Go through the listing below and state how many of its lines include "content". Write only that number.
····················
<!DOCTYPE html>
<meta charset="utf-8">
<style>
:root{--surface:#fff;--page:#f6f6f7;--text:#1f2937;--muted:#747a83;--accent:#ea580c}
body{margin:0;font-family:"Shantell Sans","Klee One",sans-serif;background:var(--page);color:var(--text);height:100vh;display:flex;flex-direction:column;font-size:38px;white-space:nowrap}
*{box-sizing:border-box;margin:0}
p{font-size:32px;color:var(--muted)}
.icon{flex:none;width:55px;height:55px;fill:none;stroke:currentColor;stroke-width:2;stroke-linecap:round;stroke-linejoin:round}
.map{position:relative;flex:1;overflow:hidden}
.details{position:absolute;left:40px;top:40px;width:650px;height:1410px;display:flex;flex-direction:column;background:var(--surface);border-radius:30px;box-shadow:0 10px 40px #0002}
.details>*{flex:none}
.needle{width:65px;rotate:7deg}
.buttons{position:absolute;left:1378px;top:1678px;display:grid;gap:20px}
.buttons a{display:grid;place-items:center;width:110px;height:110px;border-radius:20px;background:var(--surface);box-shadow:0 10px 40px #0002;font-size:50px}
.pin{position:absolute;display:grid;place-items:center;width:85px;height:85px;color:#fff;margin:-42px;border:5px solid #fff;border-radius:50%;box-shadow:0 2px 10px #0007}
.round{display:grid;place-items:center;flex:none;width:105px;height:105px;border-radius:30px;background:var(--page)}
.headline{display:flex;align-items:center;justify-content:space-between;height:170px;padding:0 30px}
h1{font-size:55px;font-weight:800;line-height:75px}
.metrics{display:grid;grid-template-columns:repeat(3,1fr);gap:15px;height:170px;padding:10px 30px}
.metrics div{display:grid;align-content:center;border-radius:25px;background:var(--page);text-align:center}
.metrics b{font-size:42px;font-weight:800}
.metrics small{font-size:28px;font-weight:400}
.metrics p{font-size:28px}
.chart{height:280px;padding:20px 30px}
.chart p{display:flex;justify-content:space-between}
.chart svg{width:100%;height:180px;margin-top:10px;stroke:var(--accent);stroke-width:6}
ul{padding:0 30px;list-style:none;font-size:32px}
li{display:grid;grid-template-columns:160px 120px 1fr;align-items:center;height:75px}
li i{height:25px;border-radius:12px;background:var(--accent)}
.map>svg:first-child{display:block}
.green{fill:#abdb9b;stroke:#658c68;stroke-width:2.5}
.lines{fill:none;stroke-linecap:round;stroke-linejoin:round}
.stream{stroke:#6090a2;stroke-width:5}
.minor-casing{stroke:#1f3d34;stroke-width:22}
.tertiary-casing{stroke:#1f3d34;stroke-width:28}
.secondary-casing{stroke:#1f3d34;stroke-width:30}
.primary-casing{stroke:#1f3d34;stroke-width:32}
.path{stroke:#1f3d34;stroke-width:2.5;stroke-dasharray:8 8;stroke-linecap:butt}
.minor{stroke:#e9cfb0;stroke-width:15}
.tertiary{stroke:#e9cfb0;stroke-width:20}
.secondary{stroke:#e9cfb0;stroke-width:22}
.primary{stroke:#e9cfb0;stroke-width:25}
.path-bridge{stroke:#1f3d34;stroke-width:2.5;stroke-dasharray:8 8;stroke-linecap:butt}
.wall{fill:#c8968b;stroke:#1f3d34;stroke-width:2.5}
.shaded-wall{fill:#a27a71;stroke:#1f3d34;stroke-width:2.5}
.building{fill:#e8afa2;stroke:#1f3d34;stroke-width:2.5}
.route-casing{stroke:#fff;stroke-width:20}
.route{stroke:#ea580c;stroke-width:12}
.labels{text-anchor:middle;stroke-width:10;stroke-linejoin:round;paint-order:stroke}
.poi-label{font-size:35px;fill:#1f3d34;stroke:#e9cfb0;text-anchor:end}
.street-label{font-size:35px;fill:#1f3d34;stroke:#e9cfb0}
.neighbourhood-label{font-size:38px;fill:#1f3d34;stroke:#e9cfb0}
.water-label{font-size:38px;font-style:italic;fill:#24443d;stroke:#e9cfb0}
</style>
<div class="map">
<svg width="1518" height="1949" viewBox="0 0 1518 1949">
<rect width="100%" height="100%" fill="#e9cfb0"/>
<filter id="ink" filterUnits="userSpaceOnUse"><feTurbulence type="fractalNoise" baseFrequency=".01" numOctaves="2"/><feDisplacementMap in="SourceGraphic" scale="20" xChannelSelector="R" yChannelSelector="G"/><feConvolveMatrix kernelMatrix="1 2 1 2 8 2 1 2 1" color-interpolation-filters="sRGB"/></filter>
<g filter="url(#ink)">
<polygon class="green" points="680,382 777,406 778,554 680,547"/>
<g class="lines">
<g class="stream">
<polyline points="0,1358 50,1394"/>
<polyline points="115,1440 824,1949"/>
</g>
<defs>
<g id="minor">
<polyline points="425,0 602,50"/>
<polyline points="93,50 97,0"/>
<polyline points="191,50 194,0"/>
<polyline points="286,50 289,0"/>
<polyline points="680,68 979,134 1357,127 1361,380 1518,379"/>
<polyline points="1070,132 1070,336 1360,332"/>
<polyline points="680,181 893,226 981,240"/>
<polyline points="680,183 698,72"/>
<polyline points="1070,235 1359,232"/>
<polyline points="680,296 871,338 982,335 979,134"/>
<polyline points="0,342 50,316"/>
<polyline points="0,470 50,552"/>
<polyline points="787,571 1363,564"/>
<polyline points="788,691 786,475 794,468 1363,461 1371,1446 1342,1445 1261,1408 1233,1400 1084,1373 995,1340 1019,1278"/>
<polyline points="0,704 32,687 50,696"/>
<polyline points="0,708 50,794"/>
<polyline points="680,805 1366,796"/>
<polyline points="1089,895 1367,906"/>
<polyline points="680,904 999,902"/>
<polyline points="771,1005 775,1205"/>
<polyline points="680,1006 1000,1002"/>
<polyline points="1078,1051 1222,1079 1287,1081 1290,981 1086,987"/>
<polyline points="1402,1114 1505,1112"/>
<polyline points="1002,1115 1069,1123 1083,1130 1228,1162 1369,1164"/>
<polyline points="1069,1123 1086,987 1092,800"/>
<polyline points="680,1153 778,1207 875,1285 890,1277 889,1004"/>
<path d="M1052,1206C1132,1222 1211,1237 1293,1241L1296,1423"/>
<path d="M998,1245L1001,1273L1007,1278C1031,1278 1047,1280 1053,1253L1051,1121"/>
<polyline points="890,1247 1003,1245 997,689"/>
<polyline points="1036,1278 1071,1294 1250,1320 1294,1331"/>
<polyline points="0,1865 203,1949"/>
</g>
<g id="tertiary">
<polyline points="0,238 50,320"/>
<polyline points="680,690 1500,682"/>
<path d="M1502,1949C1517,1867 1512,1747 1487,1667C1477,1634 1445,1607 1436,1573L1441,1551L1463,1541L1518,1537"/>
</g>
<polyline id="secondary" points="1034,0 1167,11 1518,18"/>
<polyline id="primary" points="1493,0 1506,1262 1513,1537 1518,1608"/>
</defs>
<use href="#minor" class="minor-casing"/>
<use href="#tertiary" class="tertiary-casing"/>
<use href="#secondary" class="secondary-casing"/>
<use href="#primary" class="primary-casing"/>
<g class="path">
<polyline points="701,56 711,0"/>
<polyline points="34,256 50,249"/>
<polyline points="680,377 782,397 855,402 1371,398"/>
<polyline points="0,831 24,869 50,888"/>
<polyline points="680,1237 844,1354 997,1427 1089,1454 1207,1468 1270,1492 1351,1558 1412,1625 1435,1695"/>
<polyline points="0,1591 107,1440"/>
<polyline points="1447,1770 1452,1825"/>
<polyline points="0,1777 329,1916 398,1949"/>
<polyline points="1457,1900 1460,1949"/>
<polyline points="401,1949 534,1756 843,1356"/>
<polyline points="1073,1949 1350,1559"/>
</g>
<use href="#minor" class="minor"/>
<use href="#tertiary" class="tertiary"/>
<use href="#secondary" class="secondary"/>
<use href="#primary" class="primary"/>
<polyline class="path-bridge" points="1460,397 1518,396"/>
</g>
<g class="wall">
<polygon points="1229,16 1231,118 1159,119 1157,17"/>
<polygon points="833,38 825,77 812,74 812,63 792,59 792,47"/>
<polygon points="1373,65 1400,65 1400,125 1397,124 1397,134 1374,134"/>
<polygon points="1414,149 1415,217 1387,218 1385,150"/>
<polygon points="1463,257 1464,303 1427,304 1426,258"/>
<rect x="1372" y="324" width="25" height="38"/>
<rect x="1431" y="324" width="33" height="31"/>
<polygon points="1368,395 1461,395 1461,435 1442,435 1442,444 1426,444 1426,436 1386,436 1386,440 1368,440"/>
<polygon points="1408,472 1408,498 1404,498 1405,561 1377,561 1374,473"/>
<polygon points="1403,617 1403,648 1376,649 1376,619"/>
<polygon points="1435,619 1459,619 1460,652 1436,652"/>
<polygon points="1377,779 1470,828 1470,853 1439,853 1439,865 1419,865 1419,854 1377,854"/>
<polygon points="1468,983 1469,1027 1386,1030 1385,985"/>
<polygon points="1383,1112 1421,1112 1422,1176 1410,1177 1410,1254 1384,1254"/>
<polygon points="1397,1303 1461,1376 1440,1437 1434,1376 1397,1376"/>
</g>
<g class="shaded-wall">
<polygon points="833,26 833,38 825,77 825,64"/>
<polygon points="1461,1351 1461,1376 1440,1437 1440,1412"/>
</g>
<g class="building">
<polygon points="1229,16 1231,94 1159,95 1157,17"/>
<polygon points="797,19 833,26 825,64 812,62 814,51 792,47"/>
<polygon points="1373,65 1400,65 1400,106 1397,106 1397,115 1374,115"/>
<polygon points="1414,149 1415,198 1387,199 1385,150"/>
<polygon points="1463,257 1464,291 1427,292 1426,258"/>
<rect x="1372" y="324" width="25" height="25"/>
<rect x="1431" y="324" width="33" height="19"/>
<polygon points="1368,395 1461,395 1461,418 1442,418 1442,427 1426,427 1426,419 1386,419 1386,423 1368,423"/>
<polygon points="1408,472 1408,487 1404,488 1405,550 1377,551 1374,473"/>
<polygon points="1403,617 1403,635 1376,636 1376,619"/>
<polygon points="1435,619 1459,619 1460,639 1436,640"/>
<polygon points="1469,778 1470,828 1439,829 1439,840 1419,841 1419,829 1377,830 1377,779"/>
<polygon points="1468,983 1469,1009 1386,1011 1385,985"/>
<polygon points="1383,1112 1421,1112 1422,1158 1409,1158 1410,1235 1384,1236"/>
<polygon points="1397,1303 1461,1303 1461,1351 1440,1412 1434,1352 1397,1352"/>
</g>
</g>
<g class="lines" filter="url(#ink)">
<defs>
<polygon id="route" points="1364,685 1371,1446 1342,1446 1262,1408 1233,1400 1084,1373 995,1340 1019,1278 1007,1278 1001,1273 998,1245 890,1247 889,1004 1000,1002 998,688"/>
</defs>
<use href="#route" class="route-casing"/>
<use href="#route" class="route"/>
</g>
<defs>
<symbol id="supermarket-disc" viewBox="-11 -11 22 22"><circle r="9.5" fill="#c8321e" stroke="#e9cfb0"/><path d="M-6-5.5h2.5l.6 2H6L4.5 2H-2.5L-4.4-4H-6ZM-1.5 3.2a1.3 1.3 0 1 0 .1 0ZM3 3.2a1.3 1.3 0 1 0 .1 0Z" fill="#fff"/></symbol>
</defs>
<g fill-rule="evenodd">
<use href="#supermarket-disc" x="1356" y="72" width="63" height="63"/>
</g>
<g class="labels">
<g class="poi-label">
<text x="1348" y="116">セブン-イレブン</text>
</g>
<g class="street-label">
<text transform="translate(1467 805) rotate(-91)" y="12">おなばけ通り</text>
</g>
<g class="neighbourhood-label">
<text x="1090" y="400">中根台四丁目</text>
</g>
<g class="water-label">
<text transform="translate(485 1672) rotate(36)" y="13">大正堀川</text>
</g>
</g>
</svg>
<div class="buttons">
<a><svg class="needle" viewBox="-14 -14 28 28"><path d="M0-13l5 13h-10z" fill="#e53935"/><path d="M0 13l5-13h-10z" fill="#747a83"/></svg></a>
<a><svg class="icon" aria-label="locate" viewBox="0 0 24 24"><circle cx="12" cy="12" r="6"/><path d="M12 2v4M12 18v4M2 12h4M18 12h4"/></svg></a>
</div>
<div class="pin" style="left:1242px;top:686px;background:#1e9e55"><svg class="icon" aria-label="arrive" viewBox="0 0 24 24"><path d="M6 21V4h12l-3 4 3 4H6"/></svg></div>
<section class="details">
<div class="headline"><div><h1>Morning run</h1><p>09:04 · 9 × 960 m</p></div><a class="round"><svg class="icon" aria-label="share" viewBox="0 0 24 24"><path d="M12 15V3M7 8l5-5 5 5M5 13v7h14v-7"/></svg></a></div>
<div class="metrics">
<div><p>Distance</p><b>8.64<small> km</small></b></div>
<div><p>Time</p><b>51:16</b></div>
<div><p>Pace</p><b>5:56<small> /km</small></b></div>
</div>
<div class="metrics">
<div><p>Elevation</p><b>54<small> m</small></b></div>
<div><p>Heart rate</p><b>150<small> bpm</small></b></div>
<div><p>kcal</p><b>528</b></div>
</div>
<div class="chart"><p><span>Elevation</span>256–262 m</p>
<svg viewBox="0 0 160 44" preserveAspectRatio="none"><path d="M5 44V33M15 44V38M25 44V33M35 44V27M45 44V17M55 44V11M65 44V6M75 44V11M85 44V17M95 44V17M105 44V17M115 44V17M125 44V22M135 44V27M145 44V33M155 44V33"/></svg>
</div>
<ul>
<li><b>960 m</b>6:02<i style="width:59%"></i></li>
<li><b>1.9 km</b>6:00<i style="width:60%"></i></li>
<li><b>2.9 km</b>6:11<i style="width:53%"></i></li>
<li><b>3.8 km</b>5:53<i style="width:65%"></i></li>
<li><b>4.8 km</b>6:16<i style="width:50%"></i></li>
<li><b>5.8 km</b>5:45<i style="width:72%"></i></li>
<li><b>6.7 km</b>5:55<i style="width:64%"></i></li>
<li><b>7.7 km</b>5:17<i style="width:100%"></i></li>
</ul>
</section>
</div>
····················
[EXERCISE OUTPUT] 3